_Work instruction_
Word for word, repeat all of the entries.

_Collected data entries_
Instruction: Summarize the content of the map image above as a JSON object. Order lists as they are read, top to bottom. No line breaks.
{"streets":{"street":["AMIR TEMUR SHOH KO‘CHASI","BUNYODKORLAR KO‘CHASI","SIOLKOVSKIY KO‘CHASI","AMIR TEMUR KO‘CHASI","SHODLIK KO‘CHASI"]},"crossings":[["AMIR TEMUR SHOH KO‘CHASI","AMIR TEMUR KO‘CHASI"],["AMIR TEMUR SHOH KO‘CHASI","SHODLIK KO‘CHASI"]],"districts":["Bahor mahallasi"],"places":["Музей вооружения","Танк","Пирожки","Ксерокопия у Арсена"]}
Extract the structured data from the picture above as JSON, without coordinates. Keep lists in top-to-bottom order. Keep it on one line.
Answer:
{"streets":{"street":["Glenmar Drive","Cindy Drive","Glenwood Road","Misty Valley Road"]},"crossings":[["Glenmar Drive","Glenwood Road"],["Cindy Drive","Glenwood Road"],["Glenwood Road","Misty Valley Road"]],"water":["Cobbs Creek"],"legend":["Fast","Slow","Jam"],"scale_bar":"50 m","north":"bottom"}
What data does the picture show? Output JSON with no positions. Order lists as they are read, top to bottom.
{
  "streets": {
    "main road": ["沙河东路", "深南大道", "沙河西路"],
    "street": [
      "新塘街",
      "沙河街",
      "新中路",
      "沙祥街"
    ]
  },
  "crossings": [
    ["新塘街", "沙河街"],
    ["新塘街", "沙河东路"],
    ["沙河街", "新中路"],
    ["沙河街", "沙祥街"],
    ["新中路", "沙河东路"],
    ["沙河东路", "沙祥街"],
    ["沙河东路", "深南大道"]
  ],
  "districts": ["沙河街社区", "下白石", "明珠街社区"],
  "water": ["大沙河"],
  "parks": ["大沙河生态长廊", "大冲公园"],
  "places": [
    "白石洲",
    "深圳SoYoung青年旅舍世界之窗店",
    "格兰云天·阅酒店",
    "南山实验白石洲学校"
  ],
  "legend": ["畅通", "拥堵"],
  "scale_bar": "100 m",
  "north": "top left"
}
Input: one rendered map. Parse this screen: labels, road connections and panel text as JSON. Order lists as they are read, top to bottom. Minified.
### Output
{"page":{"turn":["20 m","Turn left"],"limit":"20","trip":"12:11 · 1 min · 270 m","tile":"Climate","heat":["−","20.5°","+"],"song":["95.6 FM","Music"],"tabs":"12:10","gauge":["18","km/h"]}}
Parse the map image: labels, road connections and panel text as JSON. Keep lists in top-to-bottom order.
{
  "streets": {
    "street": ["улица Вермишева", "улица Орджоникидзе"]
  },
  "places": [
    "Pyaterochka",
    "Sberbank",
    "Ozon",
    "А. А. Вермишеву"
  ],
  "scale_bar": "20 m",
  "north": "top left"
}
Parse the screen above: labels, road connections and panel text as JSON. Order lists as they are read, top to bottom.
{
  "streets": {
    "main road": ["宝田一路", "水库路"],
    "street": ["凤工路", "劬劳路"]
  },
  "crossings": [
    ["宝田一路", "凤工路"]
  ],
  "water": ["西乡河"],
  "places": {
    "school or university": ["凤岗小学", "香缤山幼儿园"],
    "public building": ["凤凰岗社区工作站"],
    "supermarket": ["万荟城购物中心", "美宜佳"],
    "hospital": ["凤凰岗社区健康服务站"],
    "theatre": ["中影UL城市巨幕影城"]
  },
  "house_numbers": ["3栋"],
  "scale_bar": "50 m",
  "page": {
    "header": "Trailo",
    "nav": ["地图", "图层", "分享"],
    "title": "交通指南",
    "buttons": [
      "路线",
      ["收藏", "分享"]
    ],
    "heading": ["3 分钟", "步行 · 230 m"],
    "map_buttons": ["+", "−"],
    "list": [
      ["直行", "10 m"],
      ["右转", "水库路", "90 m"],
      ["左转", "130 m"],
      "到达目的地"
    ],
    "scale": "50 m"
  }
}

_Task response_
Instruction: Summarize the content of the map image above as a JSON object. Order lists as they are read, top to bottom. No line breaks.
{"streets":{"street":["AMIR TEMUR SHOH KO‘CHASI","BUNYODKORLAR KO‘CHASI","SIOLKOVSKIY KO‘CHASI","AMIR TEMUR KO‘CHASI","SHODLIK KO‘CHASI"]},"crossings":[["AMIR TEMUR SHOH KO‘CHASI","AMIR TEMUR KO‘CHASI"],["AMIR TEMUR SHOH KO‘CHASI","SHODLIK KO‘CHASI"]],"districts":["Bahor mahallasi"],"places":["Музей вооружения","Танк","Пирожки","Ксерокопия у Арсена"]}
Extract the structured data from the picture above as JSON, without coordinates. Keep lists in top-to-bottom order. Keep it on one line.
Answer:
{"streets":{"street":["Glenmar Drive","Cindy Drive","Glenwood Road","Misty Valley Road"]},"crossings":[["Glenmar Drive","Glenwood Road"],["Cindy Drive","Glenwood Road"],["Glenwood Road","Misty Valley Road"]],"water":["Cobbs Creek"],"legend":["Fast","Slow","Jam"],"scale_bar":"50 m","north":"bottom"}
What data does the picture show? Output JSON with no positions. Order lists as they are read, top to bottom.
{
  "streets": {
    "main road": ["沙河东路", "深南大道", "沙河西路"],
    "street": [
      "新塘街",
      "沙河街",
      "新中路",
      "沙祥街"
    ]
  },
  "crossings": [
    ["新塘街", "沙河街"],
    ["新塘街", "沙河东路"],
    ["沙河街", "新中路"],
    ["沙河街", "沙祥街"],
    ["新中路", "沙河东路"],
    ["沙河东路", "沙祥街"],
    ["沙河东路", "深南大道"]
  ],
  "districts": ["沙河街社区", "下白石", "明珠街社区"],
  "water": ["大沙河"],
  "parks": ["大沙河生态长廊", "大冲公园"],
  "places": [
    "白石洲",
    "深圳SoYoung青年旅舍世界之窗店",
    "格兰云天·阅酒店",
    "南山实验白石洲学校"
  ],
  "legend": ["畅通", "拥堵"],
  "scale_bar": "100 m",
  "north": "top left"
}
Input: one rendered map. Parse this screen: labels, road connections and panel text as JSON. Order lists as they are read, top to bottom. Minified.
### Output
{"page":{"turn":["20 m","Turn left"],"limit":"20","trip":"12:11 · 1 min · 270 m","tile":"Climate","heat":["−","20.5°","+"],"song":["95.6 FM","Music"],"tabs":"12:10","gauge":["18","km/h"]}}
Parse the map image: labels, road connections and panel text as JSON. Keep lists in top-to-bottom order.
{
  "streets": {
    "street": ["улица Вермишева", "улица Орджоникидзе"]
  },
  "places": [
    "Pyaterochka",
    "Sberbank",
    "Ozon",
    "А. А. Вермишеву"
  ],
  "scale_bar": "20 m",
  "north": "top left"
}
Parse the screen above: labels, road connections and panel text as JSON. Order lists as they are read, top to bottom.
{
  "streets": {
    "main road": ["宝田一路", "水库路"],
    "street": ["凤工路", "劬劳路"]
  },
  "crossings": [
    ["宝田一路", "凤工路"]
  ],
  "water": ["西乡河"],
  "places": {
    "school or university": ["凤岗小学", "香缤山幼儿园"],
    "public building": ["凤凰岗社区工作站"],
    "supermarket": ["万荟城购物中心", "美宜佳"],
    "hospital": ["凤凰岗社区健康服务站"],
    "theatre": ["中影UL城市巨幕影城"]
  },
  "house_numbers": ["3栋"],
  "scale_bar": "50 m",
  "page": {
    "header": "Trailo",
    "nav": ["地图", "图层", "分享"],
    "title": "交通指南",
    "buttons": [
      "路线",
      ["收藏", "分享"]
    ],
    "heading": ["3 分钟", "步行 · 230 m"],
    "map_buttons": ["+", "−"],
    "list": [
      ["直行", "10 m"],
      ["右转", "水库路", "90 m"],
      ["左转", "130 m"],
      "到达目的地"
    ],
    "scale": "50 m"
  }
}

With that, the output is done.